“Hydro” in most parts of Canada is a euphemism for “electricity.”
In fact, most electricity in Ontario is generated by nuclear power. However, the carbon tax imposed by the provincial government applies to all electricity since it’s all fungible (and the province is going broke).
Electric baseboard heaters. Electric heat, in Canada, is complete insanity. Heating your house with natural gas costs maybe one sixth as much.
I think it might be a stretch to assume that. But even if they are using Tapatalk, what I really want to know if the mobile device is of high quality or not and I can’t seem to find that out either.
I am in the UK and for ten years or more my energy bills were way more than my mortgage. Interest rates were down to less than 2% and my mortgage was not large, so I was paying around £30 a month. My energy bill was around £50 a month. My mortgage is now paid up and I am paying around £100 a month for energy.
I wonder if anyone, like a social services organization, will follow up with the woman. Is her house insufficiently insulated? Does she in fact have electric heat (which seems a bad idea)?
I have found the same. “Hydro” is synonymous with “electricity” in Ontario and Quebec (as stated, regardless of how it is generated), but as I found when I moved west, the term “hydro” is met with blank stares in Alberta. Out here, it is simply “power,” or (no surprise) “electricity.”
I’m in BC and the electric bill is, as long as I have lived, the “hydro” bill. Both when I was a child in the Kootenays and an adult on the west coast.
And it sucks, this month, over $500 for the last two months, and the next one will be higher. (Electric heat, long unusual cold spell, poorly insulated dwelling.)
Manitoba as well. If you look at the numbers for power generation by province, there are four provinces where hydroelectricity is at or near 90% of the electricity generated: NL, QC, MB, and BC. As noted above, it’s a little surprising that the “hydro” name has survived in Ontario, since the majority of the electricity generated there is from nuclear plants.
I think these numbers are very realistic, if she uses electricity to heat her home. For those of you not in Ontario any longer, the government has gone to time-of-day pricing and the highest rate, which is evenings, when she’d be using the most electricity has been increased **by 80% **in the last 10 years.:
In addition to the base rate kW/hr increases, Ontario has also added some fairly significant surcharges and hidden taxes - The Global Adjustment fee, debt retirement fees etc. The government is constantly tinkering with these, so they are a bit of a moving target, but the point is they can add substantially to a typical “hydro” bill.
As has been noted, in Ontario and Quebec (and it sounds like BC) the term hydro was traditionally used for all electricity since it was all originally generated via hydro-electric dams (like Niagara Falls). People use the term since their electricity bill came from municipal electric company that had “hydro” in it’s name like Toronto Hydro. Some companies have changed their name from things like “Ontario Hydro” to “Ontario Power Generation” recognizing that most electricity is now non-hydro based.

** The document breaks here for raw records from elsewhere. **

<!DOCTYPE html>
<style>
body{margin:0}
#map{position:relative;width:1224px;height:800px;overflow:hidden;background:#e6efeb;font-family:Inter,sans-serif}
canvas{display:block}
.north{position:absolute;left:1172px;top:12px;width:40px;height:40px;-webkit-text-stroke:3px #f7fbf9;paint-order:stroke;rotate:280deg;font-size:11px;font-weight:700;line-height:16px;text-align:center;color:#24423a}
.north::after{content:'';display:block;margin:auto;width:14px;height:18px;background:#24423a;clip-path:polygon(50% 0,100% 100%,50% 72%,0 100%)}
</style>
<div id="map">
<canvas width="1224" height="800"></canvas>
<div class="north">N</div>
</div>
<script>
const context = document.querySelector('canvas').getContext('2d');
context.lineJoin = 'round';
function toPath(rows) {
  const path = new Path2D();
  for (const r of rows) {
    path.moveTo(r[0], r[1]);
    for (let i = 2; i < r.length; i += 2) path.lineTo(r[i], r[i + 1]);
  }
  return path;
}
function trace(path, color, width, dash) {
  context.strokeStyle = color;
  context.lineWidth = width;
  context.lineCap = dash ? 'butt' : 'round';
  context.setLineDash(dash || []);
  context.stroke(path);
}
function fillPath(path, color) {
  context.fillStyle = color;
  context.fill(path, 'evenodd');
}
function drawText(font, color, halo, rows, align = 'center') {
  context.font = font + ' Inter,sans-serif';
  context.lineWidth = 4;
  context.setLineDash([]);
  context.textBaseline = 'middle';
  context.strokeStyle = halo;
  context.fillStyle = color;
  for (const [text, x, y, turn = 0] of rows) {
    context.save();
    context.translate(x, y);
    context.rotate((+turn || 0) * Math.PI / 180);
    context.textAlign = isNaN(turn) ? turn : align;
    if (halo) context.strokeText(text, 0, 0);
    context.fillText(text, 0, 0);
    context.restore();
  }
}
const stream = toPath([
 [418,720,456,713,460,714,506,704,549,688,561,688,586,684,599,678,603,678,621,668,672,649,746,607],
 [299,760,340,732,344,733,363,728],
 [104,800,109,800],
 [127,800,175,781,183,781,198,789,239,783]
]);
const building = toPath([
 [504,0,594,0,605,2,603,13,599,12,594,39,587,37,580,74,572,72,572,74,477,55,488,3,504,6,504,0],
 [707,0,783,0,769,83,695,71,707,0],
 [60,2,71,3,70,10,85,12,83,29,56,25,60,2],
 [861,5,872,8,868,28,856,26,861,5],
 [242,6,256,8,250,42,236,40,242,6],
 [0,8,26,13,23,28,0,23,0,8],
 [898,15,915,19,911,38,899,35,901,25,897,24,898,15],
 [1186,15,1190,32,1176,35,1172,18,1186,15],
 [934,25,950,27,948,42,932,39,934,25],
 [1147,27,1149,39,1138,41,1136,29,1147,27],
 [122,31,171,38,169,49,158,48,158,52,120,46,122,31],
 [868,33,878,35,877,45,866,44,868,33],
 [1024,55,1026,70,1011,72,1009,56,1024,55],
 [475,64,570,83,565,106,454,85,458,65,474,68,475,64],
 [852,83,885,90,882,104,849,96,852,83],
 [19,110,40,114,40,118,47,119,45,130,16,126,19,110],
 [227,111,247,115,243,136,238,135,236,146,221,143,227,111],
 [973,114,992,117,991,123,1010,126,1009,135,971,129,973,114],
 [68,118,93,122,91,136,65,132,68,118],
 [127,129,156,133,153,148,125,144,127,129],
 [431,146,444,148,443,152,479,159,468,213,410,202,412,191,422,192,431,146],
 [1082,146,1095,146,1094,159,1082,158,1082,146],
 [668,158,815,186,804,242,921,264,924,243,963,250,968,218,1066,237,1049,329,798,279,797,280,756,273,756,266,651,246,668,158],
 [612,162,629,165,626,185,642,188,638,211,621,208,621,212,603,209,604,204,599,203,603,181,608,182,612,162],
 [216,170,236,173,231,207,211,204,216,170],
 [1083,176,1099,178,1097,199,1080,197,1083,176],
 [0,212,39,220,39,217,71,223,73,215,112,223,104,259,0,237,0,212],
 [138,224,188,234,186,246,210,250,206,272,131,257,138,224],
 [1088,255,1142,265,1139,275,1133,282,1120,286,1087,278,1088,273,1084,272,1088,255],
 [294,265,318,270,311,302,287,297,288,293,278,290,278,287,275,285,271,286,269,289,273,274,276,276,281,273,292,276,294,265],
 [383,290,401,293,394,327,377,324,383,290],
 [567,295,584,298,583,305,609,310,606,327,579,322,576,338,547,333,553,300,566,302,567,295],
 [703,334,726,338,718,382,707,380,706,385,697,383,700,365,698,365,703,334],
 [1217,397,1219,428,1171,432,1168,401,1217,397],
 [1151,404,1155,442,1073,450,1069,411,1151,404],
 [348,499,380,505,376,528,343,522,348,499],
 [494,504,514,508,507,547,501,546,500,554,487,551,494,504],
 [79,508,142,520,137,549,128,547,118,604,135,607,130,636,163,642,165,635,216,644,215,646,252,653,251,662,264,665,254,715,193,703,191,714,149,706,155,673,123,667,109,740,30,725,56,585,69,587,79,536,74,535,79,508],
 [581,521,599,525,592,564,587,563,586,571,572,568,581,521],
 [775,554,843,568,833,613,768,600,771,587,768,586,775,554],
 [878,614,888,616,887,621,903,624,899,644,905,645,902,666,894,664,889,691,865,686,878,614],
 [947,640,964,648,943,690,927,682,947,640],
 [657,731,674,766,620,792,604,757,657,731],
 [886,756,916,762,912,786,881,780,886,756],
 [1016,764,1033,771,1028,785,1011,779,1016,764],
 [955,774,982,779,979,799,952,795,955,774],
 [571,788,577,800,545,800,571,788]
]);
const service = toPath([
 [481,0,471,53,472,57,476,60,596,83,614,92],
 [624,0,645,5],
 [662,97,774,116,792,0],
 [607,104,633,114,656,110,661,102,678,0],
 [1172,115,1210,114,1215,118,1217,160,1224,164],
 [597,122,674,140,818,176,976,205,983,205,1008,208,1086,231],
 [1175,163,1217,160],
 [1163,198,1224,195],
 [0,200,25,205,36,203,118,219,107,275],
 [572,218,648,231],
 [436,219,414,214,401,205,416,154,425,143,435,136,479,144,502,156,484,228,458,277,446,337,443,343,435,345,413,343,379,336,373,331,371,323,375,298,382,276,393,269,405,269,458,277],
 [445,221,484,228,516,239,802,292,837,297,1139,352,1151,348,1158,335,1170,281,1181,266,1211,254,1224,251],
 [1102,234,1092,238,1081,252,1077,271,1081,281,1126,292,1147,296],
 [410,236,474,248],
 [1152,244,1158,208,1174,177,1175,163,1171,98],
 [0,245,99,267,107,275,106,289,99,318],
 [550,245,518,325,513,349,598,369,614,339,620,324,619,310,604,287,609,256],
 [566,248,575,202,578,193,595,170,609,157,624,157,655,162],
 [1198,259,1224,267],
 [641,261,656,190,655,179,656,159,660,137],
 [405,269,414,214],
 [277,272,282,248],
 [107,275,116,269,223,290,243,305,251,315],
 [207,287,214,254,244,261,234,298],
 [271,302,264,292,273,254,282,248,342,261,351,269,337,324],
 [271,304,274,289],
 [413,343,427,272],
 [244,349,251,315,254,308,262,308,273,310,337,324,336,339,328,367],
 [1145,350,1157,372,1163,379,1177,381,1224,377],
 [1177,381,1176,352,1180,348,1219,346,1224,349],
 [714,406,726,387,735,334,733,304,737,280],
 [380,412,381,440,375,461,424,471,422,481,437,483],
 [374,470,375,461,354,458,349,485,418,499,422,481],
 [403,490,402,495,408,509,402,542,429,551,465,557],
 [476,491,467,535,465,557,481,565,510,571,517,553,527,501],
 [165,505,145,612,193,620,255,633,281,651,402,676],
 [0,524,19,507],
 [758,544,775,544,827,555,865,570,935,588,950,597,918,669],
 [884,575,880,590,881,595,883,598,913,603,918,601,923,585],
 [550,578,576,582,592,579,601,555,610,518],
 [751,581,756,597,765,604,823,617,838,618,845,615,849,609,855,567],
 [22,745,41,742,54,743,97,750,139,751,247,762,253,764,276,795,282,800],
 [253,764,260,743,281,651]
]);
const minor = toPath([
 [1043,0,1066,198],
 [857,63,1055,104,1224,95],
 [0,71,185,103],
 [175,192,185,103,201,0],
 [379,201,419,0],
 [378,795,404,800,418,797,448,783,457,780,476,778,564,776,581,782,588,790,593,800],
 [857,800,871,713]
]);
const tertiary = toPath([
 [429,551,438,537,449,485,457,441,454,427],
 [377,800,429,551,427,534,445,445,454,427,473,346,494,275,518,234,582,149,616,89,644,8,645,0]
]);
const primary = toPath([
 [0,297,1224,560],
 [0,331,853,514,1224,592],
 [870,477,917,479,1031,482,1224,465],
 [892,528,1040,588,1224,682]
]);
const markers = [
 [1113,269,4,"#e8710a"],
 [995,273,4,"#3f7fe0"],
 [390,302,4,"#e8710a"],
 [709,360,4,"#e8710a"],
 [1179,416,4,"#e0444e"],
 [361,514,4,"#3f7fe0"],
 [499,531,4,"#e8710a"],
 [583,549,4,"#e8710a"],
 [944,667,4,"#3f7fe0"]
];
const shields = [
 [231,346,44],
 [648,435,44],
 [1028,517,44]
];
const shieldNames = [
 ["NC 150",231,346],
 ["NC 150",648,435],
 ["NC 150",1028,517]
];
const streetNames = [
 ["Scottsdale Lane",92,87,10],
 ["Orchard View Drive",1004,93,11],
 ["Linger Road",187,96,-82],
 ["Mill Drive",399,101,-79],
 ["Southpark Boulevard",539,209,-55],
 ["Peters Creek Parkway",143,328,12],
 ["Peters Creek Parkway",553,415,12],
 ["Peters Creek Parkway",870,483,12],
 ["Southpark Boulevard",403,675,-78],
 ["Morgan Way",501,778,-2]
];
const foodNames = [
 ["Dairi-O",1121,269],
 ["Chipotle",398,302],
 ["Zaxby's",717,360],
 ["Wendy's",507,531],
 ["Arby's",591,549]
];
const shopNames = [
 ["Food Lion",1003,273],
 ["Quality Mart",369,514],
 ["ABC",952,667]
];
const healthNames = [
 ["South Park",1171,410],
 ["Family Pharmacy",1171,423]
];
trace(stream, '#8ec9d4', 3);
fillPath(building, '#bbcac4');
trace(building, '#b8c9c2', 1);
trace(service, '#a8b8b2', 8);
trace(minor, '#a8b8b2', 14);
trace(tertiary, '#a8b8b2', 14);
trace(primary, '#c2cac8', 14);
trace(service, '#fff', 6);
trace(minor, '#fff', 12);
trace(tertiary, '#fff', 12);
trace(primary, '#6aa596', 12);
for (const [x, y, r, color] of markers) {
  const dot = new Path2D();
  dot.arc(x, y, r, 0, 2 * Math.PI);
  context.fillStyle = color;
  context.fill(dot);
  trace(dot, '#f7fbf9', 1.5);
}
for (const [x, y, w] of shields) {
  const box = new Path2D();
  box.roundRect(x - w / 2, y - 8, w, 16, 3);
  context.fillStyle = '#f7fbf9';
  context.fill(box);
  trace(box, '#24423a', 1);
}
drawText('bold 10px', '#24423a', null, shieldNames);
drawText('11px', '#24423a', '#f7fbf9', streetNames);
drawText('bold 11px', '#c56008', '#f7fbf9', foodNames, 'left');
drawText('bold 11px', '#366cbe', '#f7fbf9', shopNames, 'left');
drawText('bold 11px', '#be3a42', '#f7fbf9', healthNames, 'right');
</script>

I suspect it will take a few years for people to change their use to the term Hydro to “power”, but it will happen.
I get all the various comments about price of power, government fiddling, etc.
What I don’t get is all the comments about “poorly insulated houses” in arctic/sub-arctic climates. WHAT ARE YOU PEOPLE THINKING???
ISTM you could retrofit proper insulation into a crappy old house and it’d pay for itself in a month or two. What is everyone waiting for???
Or does everyone in Canada rent their housing from a landlord that doesn’t care how much *you *spend on heat as long as *he *doesn’t have to spend on insulation?
If so, it seems the smart thing is for the government, spurred on by millions of angry underinsulated house-renting power buyers to mandate insulation retrofits on an aggressive schedule.
From waay down here where I sit Canada always seems so calm and rational and sensible and far-sighted. Why the giant blind spot here?